Below are entries to return in full. Keep each one exact.

■ Stored data:
━━━

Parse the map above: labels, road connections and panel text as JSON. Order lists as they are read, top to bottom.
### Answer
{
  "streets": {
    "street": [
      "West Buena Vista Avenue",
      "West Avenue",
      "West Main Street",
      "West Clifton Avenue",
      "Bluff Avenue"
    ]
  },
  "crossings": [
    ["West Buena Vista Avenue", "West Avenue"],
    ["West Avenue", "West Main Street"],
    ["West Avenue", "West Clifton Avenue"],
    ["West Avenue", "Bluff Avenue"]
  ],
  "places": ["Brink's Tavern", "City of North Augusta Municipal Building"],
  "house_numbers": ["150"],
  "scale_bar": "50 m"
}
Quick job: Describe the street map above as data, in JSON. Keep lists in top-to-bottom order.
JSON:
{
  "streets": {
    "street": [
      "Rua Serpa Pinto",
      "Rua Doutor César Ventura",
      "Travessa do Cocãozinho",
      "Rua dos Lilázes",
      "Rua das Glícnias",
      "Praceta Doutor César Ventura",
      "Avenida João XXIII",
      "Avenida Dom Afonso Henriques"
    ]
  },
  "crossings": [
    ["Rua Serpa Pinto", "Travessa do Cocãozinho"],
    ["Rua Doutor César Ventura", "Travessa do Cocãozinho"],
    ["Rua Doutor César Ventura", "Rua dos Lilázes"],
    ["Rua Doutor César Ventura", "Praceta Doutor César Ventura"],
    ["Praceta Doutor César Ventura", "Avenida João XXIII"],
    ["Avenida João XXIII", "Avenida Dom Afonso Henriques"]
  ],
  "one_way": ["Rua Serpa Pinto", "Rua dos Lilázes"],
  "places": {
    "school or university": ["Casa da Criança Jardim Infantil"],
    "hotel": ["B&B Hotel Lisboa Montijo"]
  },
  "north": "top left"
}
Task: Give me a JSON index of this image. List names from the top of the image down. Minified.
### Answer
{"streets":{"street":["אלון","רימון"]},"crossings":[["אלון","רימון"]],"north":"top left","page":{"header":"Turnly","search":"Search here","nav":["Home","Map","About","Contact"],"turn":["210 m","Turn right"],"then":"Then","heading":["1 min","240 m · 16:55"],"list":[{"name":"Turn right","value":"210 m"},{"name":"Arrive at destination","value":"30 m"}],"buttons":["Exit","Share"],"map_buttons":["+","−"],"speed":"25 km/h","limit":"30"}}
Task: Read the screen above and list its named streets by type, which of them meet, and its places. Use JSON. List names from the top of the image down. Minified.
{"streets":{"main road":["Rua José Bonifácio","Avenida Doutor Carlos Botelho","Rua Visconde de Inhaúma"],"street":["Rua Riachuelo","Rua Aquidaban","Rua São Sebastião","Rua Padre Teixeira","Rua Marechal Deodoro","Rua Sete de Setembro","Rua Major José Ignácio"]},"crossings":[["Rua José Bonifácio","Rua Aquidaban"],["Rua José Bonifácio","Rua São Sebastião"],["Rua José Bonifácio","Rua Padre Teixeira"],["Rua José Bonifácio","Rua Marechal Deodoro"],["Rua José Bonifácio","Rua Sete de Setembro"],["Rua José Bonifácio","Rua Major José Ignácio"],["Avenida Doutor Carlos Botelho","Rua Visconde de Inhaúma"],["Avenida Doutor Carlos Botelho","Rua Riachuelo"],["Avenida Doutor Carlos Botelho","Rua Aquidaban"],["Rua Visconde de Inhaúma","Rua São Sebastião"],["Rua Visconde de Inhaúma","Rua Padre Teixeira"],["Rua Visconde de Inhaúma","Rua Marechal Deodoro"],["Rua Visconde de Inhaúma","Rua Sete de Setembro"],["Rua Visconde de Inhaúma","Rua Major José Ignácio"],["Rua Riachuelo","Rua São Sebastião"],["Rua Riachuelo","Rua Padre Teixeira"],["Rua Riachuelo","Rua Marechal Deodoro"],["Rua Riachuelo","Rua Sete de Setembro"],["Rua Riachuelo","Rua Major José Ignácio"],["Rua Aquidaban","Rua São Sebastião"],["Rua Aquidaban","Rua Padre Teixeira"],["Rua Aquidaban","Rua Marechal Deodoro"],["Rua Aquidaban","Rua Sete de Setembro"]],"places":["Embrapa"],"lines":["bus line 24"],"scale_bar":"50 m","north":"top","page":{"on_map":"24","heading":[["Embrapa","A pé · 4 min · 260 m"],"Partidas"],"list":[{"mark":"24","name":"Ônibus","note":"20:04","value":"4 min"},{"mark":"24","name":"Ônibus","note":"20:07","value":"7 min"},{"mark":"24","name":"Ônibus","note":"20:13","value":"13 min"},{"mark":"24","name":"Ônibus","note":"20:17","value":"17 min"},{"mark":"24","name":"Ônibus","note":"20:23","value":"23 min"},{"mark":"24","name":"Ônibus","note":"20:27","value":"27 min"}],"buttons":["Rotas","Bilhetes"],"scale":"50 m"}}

━━━

■ Solution for this problem:
Parse the map above: labels, road connections and panel text as JSON. Order lists as they are read, top to bottom.
### Answer
{
  "streets": {
    "street": [
      "West Buena Vista Avenue",
      "West Avenue",
      "West Main Street",
      "West Clifton Avenue",
      "Bluff Avenue"
    ]
  },
  "crossings": [
    ["West Buena Vista Avenue", "West Avenue"],
    ["West Avenue", "West Main Street"],
    ["West Avenue", "West Clifton Avenue"],
    ["West Avenue", "Bluff Avenue"]
  ],
  "places": ["Brink's Tavern", "City of North Augusta Municipal Building"],
  "house_numbers": ["150"],
  "scale_bar": "50 m"
}
Quick job: Describe the street map above as data, in JSON. Keep lists in top-to-bottom order.
JSON:
{
  "streets": {
    "street": [
      "Rua Serpa Pinto",
      "Rua Doutor César Ventura",
      "Travessa do Cocãozinho",
      "Rua dos Lilázes",
      "Rua das Glícnias",
      "Praceta Doutor César Ventura",
      "Avenida João XXIII",
      "Avenida Dom Afonso Henriques"
    ]
  },
  "crossings": [
    ["Rua Serpa Pinto", "Travessa do Cocãozinho"],
    ["Rua Doutor César Ventura", "Travessa do Cocãozinho"],
    ["Rua Doutor César Ventura", "Rua dos Lilázes"],
    ["Rua Doutor César Ventura", "Praceta Doutor César Ventura"],
    ["Praceta Doutor César Ventura", "Avenida João XXIII"],
    ["Avenida João XXIII", "Avenida Dom Afonso Henriques"]
  ],
  "one_way": ["Rua Serpa Pinto", "Rua dos Lilázes"],
  "places": {
    "school or university": ["Casa da Criança Jardim Infantil"],
    "hotel": ["B&B Hotel Lisboa Montijo"]
  },
  "north": "top left"
}
Task: Give me a JSON index of this image. List names from the top of the image down. Minified.
### Answer
{"streets":{"street":["אלון","רימון"]},"crossings":[["אלון","רימון"]],"north":"top left","page":{"header":"Turnly","search":"Search here","nav":["Home","Map","About","Contact"],"turn":["210 m","Turn right"],"then":"Then","heading":["1 min","240 m · 16:55"],"list":[{"name":"Turn right","value":"210 m"},{"name":"Arrive at destination","value":"30 m"}],"buttons":["Exit","Share"],"map_buttons":["+","−"],"speed":"25 km/h","limit":"30"}}
Task: Read the screen above and list its named streets by type, which of them meet, and its places. Use JSON. List names from the top of the image down. Minified.
{"streets":{"main road":["Rua José Bonifácio","Avenida Doutor Carlos Botelho","Rua Visconde de Inhaúma"],"street":["Rua Riachuelo","Rua Aquidaban","Rua São Sebastião","Rua Padre Teixeira","Rua Marechal Deodoro","Rua Sete de Setembro","Rua Major José Ignácio"]},"crossings":[["Rua José Bonifácio","Rua Aquidaban"],["Rua José Bonifácio","Rua São Sebastião"],["Rua José Bonifácio","Rua Padre Teixeira"],["Rua José Bonifácio","Rua Marechal Deodoro"],["Rua José Bonifácio","Rua Sete de Setembro"],["Rua José Bonifácio","Rua Major José Ignácio"],["Avenida Doutor Carlos Botelho","Rua Visconde de Inhaúma"],["Avenida Doutor Carlos Botelho","Rua Riachuelo"],["Avenida Doutor Carlos Botelho","Rua Aquidaban"],["Rua Visconde de Inhaúma","Rua São Sebastião"],["Rua Visconde de Inhaúma","Rua Padre Teixeira"],["Rua Visconde de Inhaúma","Rua Marechal Deodoro"],["Rua Visconde de Inhaúma","Rua Sete de Setembro"],["Rua Visconde de Inhaúma","Rua Major José Ignácio"],["Rua Riachuelo","Rua São Sebastião"],["Rua Riachuelo","Rua Padre Teixeira"],["Rua Riachuelo","Rua Marechal Deodoro"],["Rua Riachuelo","Rua Sete de Setembro"],["Rua Riachuelo","Rua Major José Ignácio"],["Rua Aquidaban","Rua São Sebastião"],["Rua Aquidaban","Rua Padre Teixeira"],["Rua Aquidaban","Rua Marechal Deodoro"],["Rua Aquidaban","Rua Sete de Setembro"]],"places":["Embrapa"],"lines":["bus line 24"],"scale_bar":"50 m","north":"top","page":{"on_map":"24","heading":[["Embrapa","A pé · 4 min · 260 m"],"Partidas"],"list":[{"mark":"24","name":"Ônibus","note":"20:04","value":"4 min"},{"mark":"24","name":"Ônibus","note":"20:07","value":"7 min"},{"mark":"24","name":"Ônibus","note":"20:13","value":"13 min"},{"mark":"24","name":"Ônibus","note":"20:17","value":"17 min"},{"mark":"24","name":"Ônibus","note":"20:23","value":"23 min"},{"mark":"24","name":"Ônibus","note":"20:27","value":"27 min"}],"buttons":["Rotas","Bilhetes"],"scale":"50 m"}}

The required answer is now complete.